Conversation
There was a problem hiding this comment.
LGTM — clean, well-tested telemetry enrichment; the duplicate constant nit is already noted inline.
Extended reasoning...
Overview
This PR enriches MCP OpenTelemetry spans with standardized RPC attributes (rpc.system, rpc.method, rpc.service, mcp.resource.uri, mcp.session.id). Changes span six files: a new shared _otel.py helper, updates to session.py and server/lowlevel/server.py to use those helpers, a thin _SessionAwareWriteStream wrapper in the client transport, and two test files covering the new attributes.
Security risks
None. This is purely observability plumbing — no auth, crypto, or permission logic is touched. The session ID is read from existing HTTP request headers and placed into OTel span attributes, which is standard practice.
Level of scrutiny
Low-to-medium. The changes are additive and do not alter any existing request-handling, error-handling, or state-management logic. The refactor in _handle_request (moving metadata extraction before the span context manager) is a straightforward reordering with no behavioral difference. The _SessionAwareWriteStream wrapper correctly delegates all protocol methods to the inner stream.
Other factors
Tests cover the new rpc.* and mcp.resource.uri attributes for both in-process and streamable-HTTP transports. The one nit — a duplicate MCP_SESSION_ID_HEADER constant in server/lowlevel/server.py when the identical value already exists in streamable_http.py — is a minor maintenance concern flagged as an inline comment, not a functional issue.
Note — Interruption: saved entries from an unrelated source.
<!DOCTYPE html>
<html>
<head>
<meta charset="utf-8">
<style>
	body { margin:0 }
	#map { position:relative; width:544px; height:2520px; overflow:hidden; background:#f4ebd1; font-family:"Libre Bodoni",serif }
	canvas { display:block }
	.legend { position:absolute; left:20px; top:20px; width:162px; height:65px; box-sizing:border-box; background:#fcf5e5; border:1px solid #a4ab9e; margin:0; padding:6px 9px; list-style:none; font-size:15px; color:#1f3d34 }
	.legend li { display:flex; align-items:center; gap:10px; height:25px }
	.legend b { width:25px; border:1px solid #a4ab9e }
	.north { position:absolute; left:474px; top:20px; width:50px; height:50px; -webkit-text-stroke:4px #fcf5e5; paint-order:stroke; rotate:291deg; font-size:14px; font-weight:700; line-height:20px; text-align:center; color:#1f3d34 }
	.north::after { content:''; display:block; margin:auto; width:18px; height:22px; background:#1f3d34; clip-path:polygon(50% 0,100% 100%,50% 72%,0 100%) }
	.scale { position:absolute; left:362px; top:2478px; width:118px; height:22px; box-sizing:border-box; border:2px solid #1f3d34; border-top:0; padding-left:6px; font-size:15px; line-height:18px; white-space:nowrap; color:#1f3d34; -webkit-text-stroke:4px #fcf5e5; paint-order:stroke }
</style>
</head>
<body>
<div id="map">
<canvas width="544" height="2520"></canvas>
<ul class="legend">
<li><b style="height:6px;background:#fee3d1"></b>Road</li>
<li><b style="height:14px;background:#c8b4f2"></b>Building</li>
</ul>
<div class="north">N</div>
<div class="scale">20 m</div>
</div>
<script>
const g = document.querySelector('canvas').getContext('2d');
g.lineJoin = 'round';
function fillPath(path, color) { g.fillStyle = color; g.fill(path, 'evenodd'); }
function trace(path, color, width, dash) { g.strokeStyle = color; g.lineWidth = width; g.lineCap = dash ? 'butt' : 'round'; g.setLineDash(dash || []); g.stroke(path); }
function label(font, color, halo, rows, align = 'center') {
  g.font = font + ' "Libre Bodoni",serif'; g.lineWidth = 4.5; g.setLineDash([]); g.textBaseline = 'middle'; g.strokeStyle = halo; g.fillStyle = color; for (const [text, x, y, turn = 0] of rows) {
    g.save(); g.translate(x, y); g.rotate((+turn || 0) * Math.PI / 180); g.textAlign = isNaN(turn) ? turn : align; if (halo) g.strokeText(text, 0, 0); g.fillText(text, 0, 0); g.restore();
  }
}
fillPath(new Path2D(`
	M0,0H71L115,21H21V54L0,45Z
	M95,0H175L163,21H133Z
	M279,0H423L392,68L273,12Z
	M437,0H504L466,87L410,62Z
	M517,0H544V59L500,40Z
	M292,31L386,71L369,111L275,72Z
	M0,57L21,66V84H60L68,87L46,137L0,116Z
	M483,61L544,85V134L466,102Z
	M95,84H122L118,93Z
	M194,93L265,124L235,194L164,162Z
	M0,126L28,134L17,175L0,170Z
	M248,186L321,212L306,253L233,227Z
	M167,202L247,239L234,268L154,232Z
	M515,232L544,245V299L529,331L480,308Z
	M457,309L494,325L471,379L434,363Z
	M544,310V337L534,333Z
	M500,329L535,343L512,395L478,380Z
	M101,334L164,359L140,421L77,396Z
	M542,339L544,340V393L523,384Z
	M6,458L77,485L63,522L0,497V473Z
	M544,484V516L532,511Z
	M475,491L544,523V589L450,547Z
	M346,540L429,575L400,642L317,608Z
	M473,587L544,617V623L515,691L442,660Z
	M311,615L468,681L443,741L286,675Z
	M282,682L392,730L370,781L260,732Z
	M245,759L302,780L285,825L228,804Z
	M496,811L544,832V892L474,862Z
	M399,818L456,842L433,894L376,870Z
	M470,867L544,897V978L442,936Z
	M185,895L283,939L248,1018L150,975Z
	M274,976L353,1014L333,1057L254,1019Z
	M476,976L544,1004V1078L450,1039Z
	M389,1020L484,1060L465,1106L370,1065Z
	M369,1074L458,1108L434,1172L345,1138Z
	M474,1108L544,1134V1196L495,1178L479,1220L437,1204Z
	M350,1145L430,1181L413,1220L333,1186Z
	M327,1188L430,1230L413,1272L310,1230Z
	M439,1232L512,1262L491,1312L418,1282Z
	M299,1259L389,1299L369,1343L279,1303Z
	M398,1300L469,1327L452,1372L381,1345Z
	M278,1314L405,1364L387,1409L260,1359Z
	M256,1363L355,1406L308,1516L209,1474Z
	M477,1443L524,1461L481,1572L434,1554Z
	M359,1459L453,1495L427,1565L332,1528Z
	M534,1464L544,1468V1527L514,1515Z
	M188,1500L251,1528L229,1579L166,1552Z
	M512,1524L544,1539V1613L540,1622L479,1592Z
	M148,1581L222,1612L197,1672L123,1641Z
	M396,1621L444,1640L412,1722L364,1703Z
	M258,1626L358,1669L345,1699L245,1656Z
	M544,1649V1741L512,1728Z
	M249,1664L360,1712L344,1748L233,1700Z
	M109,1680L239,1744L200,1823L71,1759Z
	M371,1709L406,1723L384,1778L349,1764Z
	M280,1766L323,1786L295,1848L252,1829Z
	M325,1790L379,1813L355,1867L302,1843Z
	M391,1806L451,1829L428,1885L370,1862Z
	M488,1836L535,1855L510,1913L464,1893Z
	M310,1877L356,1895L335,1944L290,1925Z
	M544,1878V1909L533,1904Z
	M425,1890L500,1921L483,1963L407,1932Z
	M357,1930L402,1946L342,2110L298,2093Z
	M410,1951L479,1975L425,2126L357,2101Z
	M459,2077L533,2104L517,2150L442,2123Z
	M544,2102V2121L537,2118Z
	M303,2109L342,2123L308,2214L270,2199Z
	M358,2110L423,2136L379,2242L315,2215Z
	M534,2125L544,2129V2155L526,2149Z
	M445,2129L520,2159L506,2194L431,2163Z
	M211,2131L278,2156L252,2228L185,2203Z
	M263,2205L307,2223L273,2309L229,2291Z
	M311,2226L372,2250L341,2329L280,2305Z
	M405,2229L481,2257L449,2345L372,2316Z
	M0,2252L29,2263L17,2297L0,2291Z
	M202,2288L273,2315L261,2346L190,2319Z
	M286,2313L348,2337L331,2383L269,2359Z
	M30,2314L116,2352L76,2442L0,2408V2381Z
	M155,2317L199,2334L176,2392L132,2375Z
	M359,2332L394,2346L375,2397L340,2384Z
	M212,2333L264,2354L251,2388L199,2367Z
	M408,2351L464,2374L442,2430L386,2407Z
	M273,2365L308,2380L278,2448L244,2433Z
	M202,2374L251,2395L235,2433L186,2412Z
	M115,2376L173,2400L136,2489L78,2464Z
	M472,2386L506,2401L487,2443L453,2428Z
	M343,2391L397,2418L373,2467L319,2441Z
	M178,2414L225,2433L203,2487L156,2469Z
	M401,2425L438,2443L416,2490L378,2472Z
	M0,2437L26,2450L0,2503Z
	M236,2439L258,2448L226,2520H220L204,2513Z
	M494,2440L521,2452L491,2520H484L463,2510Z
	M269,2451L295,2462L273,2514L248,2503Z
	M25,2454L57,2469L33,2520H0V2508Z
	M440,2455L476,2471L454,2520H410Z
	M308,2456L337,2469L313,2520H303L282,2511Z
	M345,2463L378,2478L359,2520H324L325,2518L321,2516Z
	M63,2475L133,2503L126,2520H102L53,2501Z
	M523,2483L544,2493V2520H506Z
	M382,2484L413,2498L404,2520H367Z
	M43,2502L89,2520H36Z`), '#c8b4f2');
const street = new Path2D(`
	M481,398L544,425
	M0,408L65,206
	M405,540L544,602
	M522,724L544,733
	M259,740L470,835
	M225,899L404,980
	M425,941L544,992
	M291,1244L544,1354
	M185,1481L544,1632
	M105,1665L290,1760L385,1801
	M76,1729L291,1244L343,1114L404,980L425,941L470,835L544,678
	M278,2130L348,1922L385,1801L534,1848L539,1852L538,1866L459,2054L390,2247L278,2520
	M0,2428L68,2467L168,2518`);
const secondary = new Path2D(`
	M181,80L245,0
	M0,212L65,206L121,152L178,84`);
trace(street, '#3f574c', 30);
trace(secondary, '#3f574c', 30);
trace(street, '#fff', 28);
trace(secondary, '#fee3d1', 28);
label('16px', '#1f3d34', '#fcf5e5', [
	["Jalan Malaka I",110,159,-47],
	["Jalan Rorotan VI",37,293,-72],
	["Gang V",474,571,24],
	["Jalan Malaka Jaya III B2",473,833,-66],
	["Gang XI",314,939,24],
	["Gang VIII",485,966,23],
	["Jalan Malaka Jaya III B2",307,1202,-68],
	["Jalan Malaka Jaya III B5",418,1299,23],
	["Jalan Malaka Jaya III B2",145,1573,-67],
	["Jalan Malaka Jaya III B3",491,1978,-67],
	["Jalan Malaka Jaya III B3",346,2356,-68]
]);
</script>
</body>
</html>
There was a problem hiding this comment.
Additional findings (outside current diff — PR may have been updated during review):
-
🟡
src/mcp/shared/_otel.py:58-84— Forcompletion/completerequests where the completion references a resource template,mcp.resource.uriis never set because the URI is nested atparams.ref.uri, notparams.uri. Bothbuild_server_span_attributes(usinggetattr(params, 'uri', None)) andbuild_client_span_attributes(usingparams.get('uri')) silently returnNoneforCompleteRequestParams, leaving resource completion spans without URI enrichment. The fix is to add a fallback: on the server side,getattr(getattr(params, 'ref', None), 'uri', None); on the client side, checkparams.get('ref', {}).get('uri')when the top-levelurikey is absent.Extended reasoning...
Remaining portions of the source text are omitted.